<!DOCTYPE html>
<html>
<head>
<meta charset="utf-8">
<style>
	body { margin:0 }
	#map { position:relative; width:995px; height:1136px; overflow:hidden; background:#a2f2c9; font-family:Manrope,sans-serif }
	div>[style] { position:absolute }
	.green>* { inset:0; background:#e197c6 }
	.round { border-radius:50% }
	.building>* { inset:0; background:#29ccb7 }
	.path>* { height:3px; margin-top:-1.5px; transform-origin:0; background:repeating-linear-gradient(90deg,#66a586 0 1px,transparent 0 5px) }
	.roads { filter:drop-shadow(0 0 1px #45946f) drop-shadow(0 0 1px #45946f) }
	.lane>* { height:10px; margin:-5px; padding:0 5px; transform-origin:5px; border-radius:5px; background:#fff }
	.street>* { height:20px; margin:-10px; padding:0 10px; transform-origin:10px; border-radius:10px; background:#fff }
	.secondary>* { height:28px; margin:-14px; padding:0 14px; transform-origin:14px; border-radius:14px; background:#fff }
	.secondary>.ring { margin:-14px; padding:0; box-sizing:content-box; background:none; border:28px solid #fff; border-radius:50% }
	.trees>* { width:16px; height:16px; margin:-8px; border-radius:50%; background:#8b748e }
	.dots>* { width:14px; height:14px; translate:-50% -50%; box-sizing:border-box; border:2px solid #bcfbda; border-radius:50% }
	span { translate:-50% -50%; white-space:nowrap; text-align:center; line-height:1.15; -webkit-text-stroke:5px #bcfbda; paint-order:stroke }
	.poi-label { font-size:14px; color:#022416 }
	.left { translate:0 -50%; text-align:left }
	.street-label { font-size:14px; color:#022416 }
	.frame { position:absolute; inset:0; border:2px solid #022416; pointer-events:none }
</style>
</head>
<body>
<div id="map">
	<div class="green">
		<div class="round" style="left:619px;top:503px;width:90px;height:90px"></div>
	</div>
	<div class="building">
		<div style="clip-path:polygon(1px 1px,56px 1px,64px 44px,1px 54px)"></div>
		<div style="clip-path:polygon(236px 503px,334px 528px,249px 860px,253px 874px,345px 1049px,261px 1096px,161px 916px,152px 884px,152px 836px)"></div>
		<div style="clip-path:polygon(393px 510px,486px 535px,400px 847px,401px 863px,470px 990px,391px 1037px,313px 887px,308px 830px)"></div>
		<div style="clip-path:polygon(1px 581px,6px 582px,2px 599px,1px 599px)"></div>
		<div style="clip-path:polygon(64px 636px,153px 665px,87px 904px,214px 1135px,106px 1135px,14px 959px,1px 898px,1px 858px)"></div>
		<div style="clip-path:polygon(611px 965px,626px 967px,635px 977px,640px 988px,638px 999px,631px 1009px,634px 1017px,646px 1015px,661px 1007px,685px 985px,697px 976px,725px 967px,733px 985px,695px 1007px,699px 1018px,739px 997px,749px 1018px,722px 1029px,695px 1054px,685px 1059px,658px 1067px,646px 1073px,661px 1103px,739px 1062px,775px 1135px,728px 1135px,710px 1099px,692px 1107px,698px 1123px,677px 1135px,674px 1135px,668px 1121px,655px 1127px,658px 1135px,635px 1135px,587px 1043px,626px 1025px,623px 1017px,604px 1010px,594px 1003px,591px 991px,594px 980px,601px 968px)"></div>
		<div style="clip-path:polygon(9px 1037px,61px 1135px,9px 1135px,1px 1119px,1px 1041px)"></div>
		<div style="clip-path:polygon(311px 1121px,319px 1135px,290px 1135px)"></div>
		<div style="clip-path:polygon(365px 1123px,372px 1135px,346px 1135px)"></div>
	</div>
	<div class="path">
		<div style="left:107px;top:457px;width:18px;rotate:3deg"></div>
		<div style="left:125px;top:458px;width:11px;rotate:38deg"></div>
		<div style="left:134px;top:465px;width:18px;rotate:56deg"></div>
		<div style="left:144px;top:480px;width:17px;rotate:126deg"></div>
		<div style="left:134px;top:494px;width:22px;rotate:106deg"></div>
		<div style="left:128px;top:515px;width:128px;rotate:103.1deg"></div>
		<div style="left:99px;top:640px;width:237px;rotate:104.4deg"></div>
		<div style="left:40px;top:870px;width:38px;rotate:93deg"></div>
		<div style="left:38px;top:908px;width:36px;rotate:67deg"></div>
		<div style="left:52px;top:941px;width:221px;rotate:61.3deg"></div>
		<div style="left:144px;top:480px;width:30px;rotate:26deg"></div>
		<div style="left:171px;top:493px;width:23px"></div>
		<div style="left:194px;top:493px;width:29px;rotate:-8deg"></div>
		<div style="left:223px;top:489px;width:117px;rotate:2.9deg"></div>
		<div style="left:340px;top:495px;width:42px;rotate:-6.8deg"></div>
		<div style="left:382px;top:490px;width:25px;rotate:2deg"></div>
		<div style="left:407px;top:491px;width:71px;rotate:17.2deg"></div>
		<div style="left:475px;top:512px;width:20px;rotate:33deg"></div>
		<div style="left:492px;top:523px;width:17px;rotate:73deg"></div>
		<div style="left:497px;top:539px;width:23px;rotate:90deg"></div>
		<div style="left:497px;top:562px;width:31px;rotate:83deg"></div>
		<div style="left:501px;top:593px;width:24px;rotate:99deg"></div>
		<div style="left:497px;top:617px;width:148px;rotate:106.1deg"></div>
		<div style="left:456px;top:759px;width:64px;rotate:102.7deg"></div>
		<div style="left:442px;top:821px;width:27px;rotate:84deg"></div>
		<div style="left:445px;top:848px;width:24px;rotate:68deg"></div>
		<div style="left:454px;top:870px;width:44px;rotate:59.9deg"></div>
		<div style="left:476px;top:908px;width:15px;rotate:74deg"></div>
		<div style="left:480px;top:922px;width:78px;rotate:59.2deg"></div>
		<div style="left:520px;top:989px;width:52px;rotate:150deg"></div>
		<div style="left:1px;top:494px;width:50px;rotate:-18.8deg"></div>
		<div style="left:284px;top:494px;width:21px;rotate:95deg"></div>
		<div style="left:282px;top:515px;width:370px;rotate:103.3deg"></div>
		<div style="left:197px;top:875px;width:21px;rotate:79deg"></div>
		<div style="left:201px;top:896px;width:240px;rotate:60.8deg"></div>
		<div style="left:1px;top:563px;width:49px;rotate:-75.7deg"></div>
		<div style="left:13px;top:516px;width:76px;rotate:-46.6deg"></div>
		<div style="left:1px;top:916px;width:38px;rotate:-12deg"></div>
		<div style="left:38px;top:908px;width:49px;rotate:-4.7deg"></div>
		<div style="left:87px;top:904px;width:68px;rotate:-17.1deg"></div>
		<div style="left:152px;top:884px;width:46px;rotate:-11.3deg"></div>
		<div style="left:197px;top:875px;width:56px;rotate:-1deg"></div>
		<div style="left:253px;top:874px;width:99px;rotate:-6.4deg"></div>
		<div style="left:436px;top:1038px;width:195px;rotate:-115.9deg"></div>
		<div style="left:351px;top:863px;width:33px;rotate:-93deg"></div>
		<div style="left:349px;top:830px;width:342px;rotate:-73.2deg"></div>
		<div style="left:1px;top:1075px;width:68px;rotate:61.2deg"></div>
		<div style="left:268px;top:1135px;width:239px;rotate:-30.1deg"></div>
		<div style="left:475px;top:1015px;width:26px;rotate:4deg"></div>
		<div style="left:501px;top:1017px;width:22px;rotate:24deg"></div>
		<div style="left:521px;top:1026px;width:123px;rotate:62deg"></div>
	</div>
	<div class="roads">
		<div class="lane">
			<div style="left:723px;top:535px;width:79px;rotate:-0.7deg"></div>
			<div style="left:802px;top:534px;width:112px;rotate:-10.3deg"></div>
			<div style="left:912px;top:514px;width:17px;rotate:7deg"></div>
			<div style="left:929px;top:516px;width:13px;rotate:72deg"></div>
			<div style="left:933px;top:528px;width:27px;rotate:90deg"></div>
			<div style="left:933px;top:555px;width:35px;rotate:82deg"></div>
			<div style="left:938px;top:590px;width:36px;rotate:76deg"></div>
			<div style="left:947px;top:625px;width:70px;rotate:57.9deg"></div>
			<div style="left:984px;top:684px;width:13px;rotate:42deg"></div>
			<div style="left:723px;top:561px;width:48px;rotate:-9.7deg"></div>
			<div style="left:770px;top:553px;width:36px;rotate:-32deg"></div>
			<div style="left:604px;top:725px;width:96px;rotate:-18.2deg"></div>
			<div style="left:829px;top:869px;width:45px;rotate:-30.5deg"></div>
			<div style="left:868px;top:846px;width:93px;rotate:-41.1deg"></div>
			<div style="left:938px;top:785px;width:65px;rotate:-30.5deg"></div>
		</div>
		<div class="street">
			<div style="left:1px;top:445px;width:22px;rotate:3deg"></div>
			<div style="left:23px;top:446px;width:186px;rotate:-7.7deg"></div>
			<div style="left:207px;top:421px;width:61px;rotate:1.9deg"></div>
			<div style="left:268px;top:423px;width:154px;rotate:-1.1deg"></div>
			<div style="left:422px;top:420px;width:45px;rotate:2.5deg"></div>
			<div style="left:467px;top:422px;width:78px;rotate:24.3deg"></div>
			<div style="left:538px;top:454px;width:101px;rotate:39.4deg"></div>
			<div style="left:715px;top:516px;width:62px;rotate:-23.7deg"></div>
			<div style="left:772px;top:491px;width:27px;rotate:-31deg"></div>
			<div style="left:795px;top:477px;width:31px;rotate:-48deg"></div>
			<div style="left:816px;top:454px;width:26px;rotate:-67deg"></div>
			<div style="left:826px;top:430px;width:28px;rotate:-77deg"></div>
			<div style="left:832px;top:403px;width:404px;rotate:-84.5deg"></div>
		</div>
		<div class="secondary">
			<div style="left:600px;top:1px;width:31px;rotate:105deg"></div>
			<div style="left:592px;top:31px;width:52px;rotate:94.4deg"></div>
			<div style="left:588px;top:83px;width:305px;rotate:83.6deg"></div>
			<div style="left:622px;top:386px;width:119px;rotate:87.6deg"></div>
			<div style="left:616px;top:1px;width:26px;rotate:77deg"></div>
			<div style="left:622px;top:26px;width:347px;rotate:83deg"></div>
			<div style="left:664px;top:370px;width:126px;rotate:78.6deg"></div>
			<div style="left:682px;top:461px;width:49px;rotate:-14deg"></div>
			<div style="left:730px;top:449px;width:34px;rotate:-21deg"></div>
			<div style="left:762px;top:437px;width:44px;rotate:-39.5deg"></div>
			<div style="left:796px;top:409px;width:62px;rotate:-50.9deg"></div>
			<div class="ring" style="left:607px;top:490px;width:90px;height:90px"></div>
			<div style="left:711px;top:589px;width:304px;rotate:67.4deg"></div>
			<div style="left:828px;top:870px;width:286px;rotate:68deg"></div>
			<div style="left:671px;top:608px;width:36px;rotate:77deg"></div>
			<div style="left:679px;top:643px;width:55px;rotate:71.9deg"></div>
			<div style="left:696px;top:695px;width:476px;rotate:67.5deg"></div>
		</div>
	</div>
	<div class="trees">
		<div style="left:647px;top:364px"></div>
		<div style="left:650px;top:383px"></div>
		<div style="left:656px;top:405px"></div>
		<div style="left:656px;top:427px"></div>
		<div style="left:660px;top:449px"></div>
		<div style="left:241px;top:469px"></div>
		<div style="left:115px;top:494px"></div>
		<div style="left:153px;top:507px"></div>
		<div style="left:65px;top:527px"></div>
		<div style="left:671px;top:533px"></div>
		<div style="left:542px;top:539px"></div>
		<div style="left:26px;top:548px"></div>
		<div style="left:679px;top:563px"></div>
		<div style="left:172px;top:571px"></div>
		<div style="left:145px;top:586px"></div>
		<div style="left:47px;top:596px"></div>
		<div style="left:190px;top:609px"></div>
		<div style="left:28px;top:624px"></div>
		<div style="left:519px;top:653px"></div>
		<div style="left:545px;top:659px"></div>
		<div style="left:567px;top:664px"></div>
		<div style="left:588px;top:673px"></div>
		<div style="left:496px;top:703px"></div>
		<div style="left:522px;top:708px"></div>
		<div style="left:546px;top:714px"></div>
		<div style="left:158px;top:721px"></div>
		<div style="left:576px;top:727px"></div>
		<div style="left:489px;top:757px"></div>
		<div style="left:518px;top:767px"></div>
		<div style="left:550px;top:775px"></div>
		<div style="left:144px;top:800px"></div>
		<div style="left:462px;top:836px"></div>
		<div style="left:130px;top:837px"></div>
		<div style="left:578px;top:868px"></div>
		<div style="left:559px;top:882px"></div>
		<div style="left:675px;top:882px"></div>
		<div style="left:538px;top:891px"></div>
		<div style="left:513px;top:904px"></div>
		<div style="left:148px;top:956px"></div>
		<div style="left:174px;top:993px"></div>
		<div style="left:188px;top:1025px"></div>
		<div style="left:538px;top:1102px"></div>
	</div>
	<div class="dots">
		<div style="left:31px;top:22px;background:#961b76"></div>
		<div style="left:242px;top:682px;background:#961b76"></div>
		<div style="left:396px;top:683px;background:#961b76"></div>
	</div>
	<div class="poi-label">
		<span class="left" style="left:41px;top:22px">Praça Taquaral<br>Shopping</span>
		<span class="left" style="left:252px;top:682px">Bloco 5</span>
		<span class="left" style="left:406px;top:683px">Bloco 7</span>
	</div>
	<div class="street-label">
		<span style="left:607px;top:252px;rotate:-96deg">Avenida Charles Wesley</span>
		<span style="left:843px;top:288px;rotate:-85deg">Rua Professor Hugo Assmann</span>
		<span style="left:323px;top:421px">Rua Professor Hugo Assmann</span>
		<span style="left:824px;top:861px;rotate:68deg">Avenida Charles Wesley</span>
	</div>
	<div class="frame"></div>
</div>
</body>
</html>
_ _ _
▸ WORK INSTRUCTION: Transcribe exactly, and only, the lines from the opening line of the records through the line containing "position:relative; width:995px; height:1136px;".

▸ ANSWER TO THIS PROBLEM:
<!DOCTYPE html>
<html>
<head>
<meta charset="utf-8">
<style>
	body { margin:0 }
	#map { position:relative; width:995px; height:1136px; overflow:hidden; background:#a2f2c9; font-family:Manrope,sans-serif }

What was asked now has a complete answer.